We compare deformation geometries inferred from fault kinematic data and from seismic focal mechanism solutions along the transtensional Sierra-North America margin in the Coso Range of eastern California. We use a micropolar continuum model to invert both data sets for the orientations and relative magnitudes of the principal strains and for the vorticity of fault blocks relative to that of the large-scale continuum deformation.

Shear fractures with kinematic indicators are observed in canyons cutting the late Cenozoic lava flows that underlie Wild Horse Mesa. 40Ar/39Ar whole-rock geochronology dates the lavas at <3.5 Ma and paleomagnetic data record finite clockwise rotations of 11 ± 6° (viewed down).

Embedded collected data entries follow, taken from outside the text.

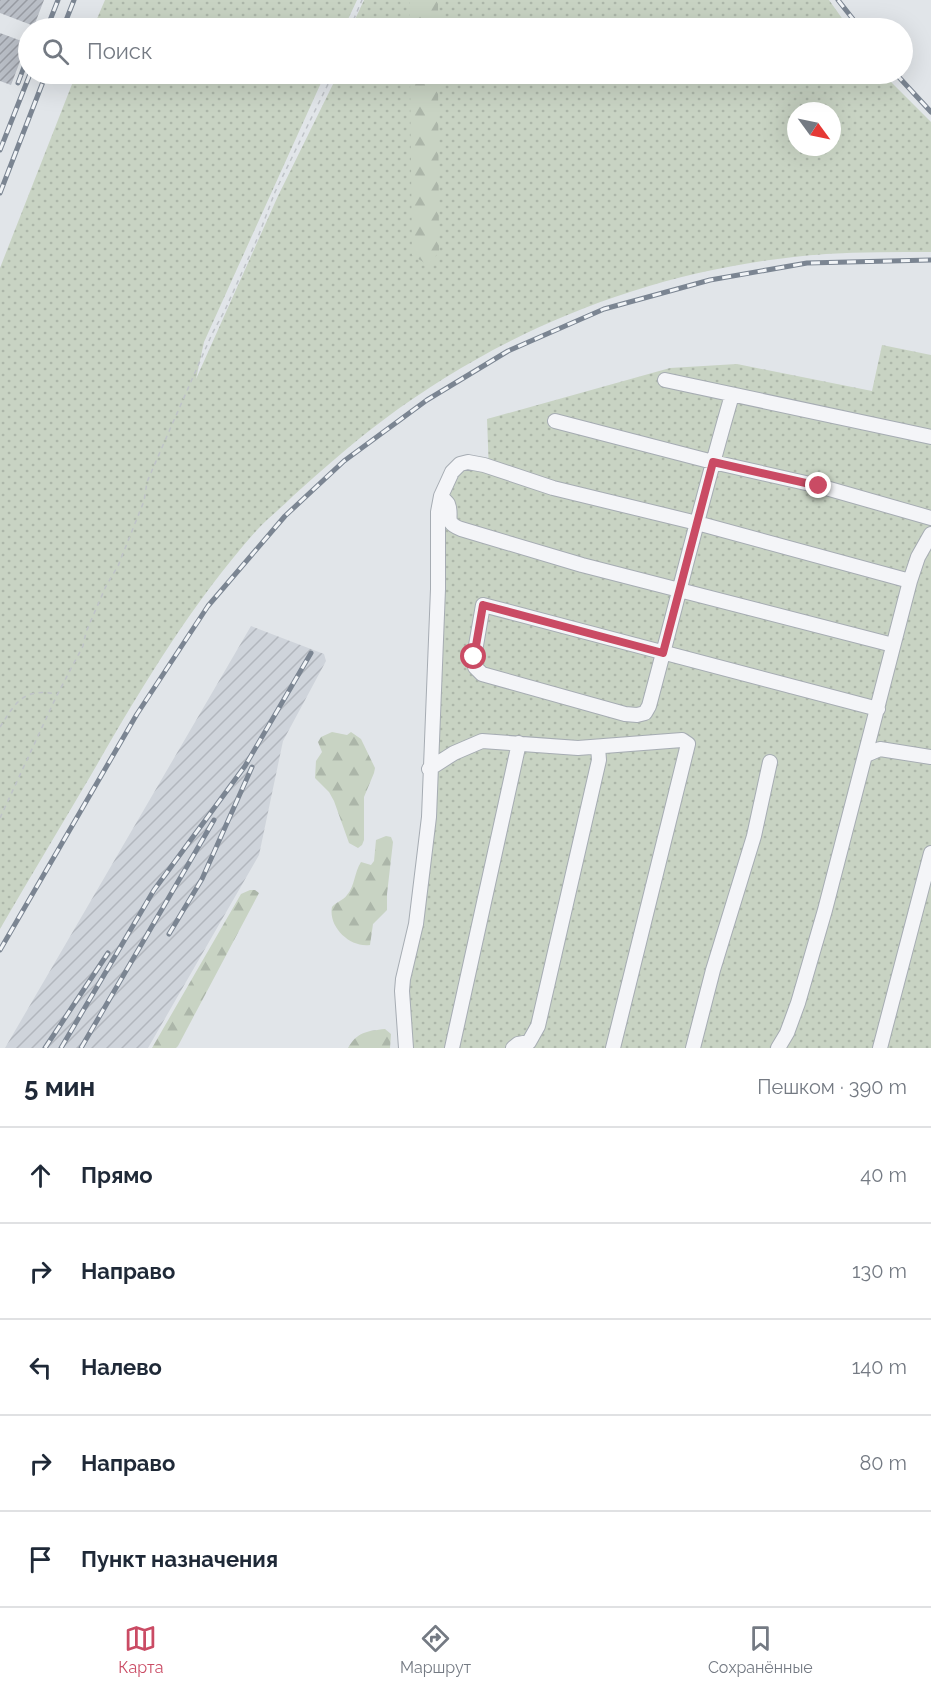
<!DOCTYPE html>
<html lang="ru">
<meta charset="utf-8">
<style>
body{margin:0;font-family:Raleway,sans-serif;background:#f2f2f3;color:#1f2937}
.compass{position:absolute;left:787px;top:102px;width:54px;height:54px;border-radius:50%;background:#fff;box-shadow:0 6px 24px #0002;rotate:123deg}
.stop{position:absolute;width:18px;height:18px;margin:-14px;border:4px solid #ca4b64;border-radius:50%;background:#fff}
.stop.end{background:#ca4b64;border-color:#fff;box-shadow:0 2px 6px #0008}
.list{margin:0;padding:0;list-style:none}
h2{display:flex;justify-content:space-between;align-items:center;height:78px;margin:0;padding:0 24px;font-size:26px}
h2 small{font-size:20px;font-weight:400;color:#747a83}
.list li{display:grid;grid-template-columns:39px 1fr auto;gap:18px;align-items:center;box-sizing:border-box;height:96px;padding:0 24px;border-top:2px solid #e0e1e3}
.list b{display:block;font-size:22px;white-space:nowrap}
.list em{font-size:20px;font-style:normal;color:#747a83}
.icon{flex:none;width:33px;height:33px;fill:none;stroke:currentColor;stroke-width:2;stroke-linecap:round;stroke-linejoin:round}
.map{position:relative;flex:none;width:931px;height:1048px;overflow:hidden}
.search{position:absolute;background:#fff;box-shadow:0 6px 24px #0002;left:18px;right:18px;top:18px;height:66px;display:flex;align-items:center;gap:15px;box-sizing:border-box;padding:0 21px;border-radius:33px;color:#747a83;font-size:22px}
.sheet{height:558px;background:#fff}
nav{display:flex;justify-content:space-around;align-items:center;box-sizing:border-box;height:84px;border-top:2px solid #e0e1e3;background:#fff;font-size:16px;color:#747a83}
nav a{display:grid;justify-items:center;gap:3px}
nav .on{color:#ca4b64}
.map>svg:first-child{display:block}
</style>
<div class="map">
<svg width="931" height="1048" viewBox="0 0 931 1048">
<defs>
<pattern id="industrial-furrows" width="10" height="10" patternUnits="userSpaceOnUse" patternTransform="scale(1.5)"><rect width="10" height="10" fill="#cfd4db"/><path d="M-1 1l2-2M0 10L10 0M9 11l2-2" fill="none" stroke="#b2b6bd"/></pattern>
<pattern id="grass-dots" width="8" height="8" patternUnits="userSpaceOnUse" patternTransform="scale(1.5)"><rect width="8" height="8" fill="#c8d3c3"/><path d="M2 2h.1M6 6h.1" fill="none" stroke="#acb6a9" stroke-width="1.8" stroke-linecap="round"/></pattern>
<pattern id="forest-firs" width="22" height="20" patternUnits="userSpaceOnUse" patternTransform="scale(1.5)"><rect width="22" height="20" fill="#c8d3c3"/><path d="M5 1l3.5 6h-7zM16 11l3.5 6h-7z" fill="#acb6a9"/></pattern>
<pattern id="building-hatch" width="6" height="6" patternUnits="userSpaceOnUse" patternTransform="scale(1.5)"><rect width="6" height="6" fill="#b9bec6"/><path d="M-1 1l2-2M0 6l6-6M5 7l2-2" fill="none" stroke="#979ba2"/></pattern>
</defs>
<rect width="100%" height="100%" fill="#e1e5e9"/>
<path fill="url(#industrial-furrows)" d="M251 626 324 654 326 661 283 741 259 855 148 1048H5Z"/>
<path fill="url(#grass-dots)" fill-rule="evenodd" d="M105 0H357L344 28H93Z
M364 0H829L849 28H351Z
M76 74H325L204 342 196 379 278 196 338 74H883L931 122V252C896 252 861 252 826 254 663 266 513 323 382 421 351 444 322 470 293 496 281 508 268 518 257 530 191 604 140 690 91 775 61 826 30 877 0 929V268ZM796 111H832V147H796Z
M882 345 931 355V1048H409L405 976 418 924 439 553 451 475 461 466 489 472 487 419 670 368 737 364 872 391Z"/>
<path fill="url(#forest-firs)" d="M410 0H438V28H410Z
M410 74H438L439 252 428 265 412 255Z
M332 732 347 735 351 732 361 739 375 768 374 773 364 797V840L362 845 358 848 349 843 334 801 329 792 315 778 316 761 322 752 318 742 321 737Z
M386 836 391 837 393 842 387 894V910L373 924 370 945C350 948 328 927 332 907 337 901 343 901 347 895 355 886 354 873 361 862L371 865 374 861 376 840Z
M250 890H255L259 893 178 1046 176 1048H152L241 894Z
M385 1029 391 1034 390 1048H348C357 1032 367 1031 385 1029Z"/>
<path fill="url(#building-hatch)" d="M0 0H44L34 26 0 13Z
M0 33 27 43 11 85 0 81Z"/>
<g fill="none" stroke-linecap="round" stroke-linejoin="round">
<defs>
<path id="minor" d="M665 380 931 437
M732 395C702 498 677 602 649 706L645 713 637 715 625 714 482 674 475 667 474 657 483 605 878 709
M555 421 713 462 819 486 931 518
M441 496C443 499 446 501 448 504 453 517 443 522 461 529L582 565 893 645
M866 755 880 749 931 757
M429 769 454 753 482 741 578 748 682 740 688 744 613 1048
M406 1048 402 991 403 979 416 924 429 817 438 589V512L441 496 447 483 452 472 460 464 468 462 484 465 553 488 697 523 910 581
M452 1048 519 743
M513 1048 518 1044 529 1042 538 1026 599 760 598 747
M693 1048 713 970 754 836 770 762
M778 1048 787 1033 798 1003 825 910 910 581 918 557 931 534
M880 1048 931 853"/>
</defs>
<use href="#minor" stroke="#a6acb3" stroke-width="16"/>
<path stroke="#bfc3c8" stroke-width="1.5" stroke-dasharray="4.5 4.5" stroke-linecap="butt" d="M350 28 362 0
M0 727C16 702 23 688 56 694
M0 818 57 695 83 646 86 632 106 586 118 566 144 501 147 482 167 436 212 334 225 310 258 237 275 192 333 74"/>
<use href="#minor" stroke="#f4f5f8" stroke-width="14"/>
<defs>
<path id="rail" d="M838 0 860 28
M47 28 58 0
M63 28 74 0
M896 74 931 112
M18 83 28 56
M0 150 30 74
M0 193 46 74
M169 934 202 879 252 767
M0 950 137 714 208 606 285 516 344 461 427 400 508 351 604 309 710 280 807 263 931 260
M45 1048 108 953
M61 1048 154 890 245 766 311 653
M81 1048 214 820"/>
</defs>
<use href="#rail" stroke="#7b8592" stroke-width="5"/>
<use href="#rail" stroke="#f1f4f7" stroke-width="3" stroke-dasharray="9" stroke-linecap="butt"/>
</g>
<g fill="none" stroke-linecap="round" stroke-linejoin="round">
<path stroke="#ca4b64" stroke-width="8" d="M474 657 483 605 663 653 713 462 819 486"/>
</g>
</svg>
<svg class="compass" viewBox="-18 -18 36 36"><path d="M0-13l5 13h-10z" fill="#e53935"/><path d="M0 13l5-13h-10z" fill="#747a83"/></svg>
<div class="stop" style="left:474px;top:657px"></div>
<div class="stop end" style="left:819px;top:486px"></div>
<div class="search"><svg class="icon" aria-label="search" viewBox="0 0 24 24"><circle cx="10" cy="10" r="6"/><path d="M15 15l6 6"/></svg>Поиск</div>
</div>
<section class="sheet">
<h2>5 мин<small>Пешком · 390 m</small></h2>
<ul class="list">
<li><svg class="icon" aria-label="ahead" viewBox="0 0 24 24"><path d="M12 20V5M6 11l6-6 6 6"/></svg><div><b>Прямо</b></div><em>40 m</em></li>
<li><svg class="icon" aria-label="right" viewBox="0 0 24 24"><path d="M7 20v-9h11M14 6l5 5-5 5"/></svg><div><b>Направо</b></div><em>130 m</em></li>
<li><svg class="icon" aria-label="left" viewBox="0 0 24 24"><path d="M17 20v-9H6M10 6l-5 5 5 5"/></svg><div><b>Налево</b></div><em>140 m</em></li>
<li><svg class="icon" aria-label="right" viewBox="0 0 24 24"><path d="M7 20v-9h11M14 6l5 5-5 5"/></svg><div><b>Направо</b></div><em>80 m</em></li>
<li><svg class="icon" aria-label="arrive" viewBox="0 0 24 24"><path d="M6 21V4h12l-3 4 3 4H6"/></svg><div><b>Пункт назначения</b></div></li>
</ul>
</section>
<nav>
<a class="on"><svg class="icon" aria-label="map" viewBox="0 0 24 24"><path d="M3 6l6-2 6 2 6-2v14l-6 2-6-2-6 2zM9 4v14M15 6v14"/></svg>Карта</a>
<a><svg class="icon" aria-label="directions" viewBox="0 0 24 24"><path d="M12 3l9 9-9 9-9-9zM9 14v-3h6M13 9l2 2-2 2"/></svg>Маршрут</a>
<a><svg class="icon" aria-label="saved" viewBox="0 0 24 24"><path d="M7 4h10v16l-5-4-5 4z"/></svg>Сохранённые</a>
</nav>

The shear fractures are separable into two homogeneous subsets. The first is characterized by subhorizontal WSW-ENE maximum lengthening (d1), subhorizontal NNW-SSE maximum shortening (d3) and subvertical intermediate shortening (d2). The second subset is a plane strain characterized by a similar geometry but with d1 subvertical instead of d2. The faults that accommodate these two deformations define distinct preferred orientations that are spatially mixed. Assuming that the faults are coeval, these results suggest a fine scale of partitioning into strike-slip-dominated and thrust-dominated deformations.

Earthquake focal mechanisms likewise separate into two coeval homogeneous subsets, however these occur at distinct depths. The deep subset (5-8 km) has principal axes subparallel to those of the first subset of fault data (i.e., strike-slip). For the shallow subset (<5 km) the dk axes are subparallel to the deep subset except that d3 is vertical instead of d2. For these events the relative vorticity suggests that the fault blocks are rotating clockwise (viewed to the north) more slowly than the large-scale continuum. Both solutions are plane strain (d2=0).

The results for seismicity are consistent with dextral strike-slip faulting at depth on a NW-striking fault with crustal thinning above. These characteristics are both included in the first subset of the fault data, which indicates strike-slip (subhorizontal d1 and d3) as well as a crustal thinning signature (non-plane strain with d2 shortening). We interpret the thrust-dominated subset of fault data to reflect local accommodation of block rotations.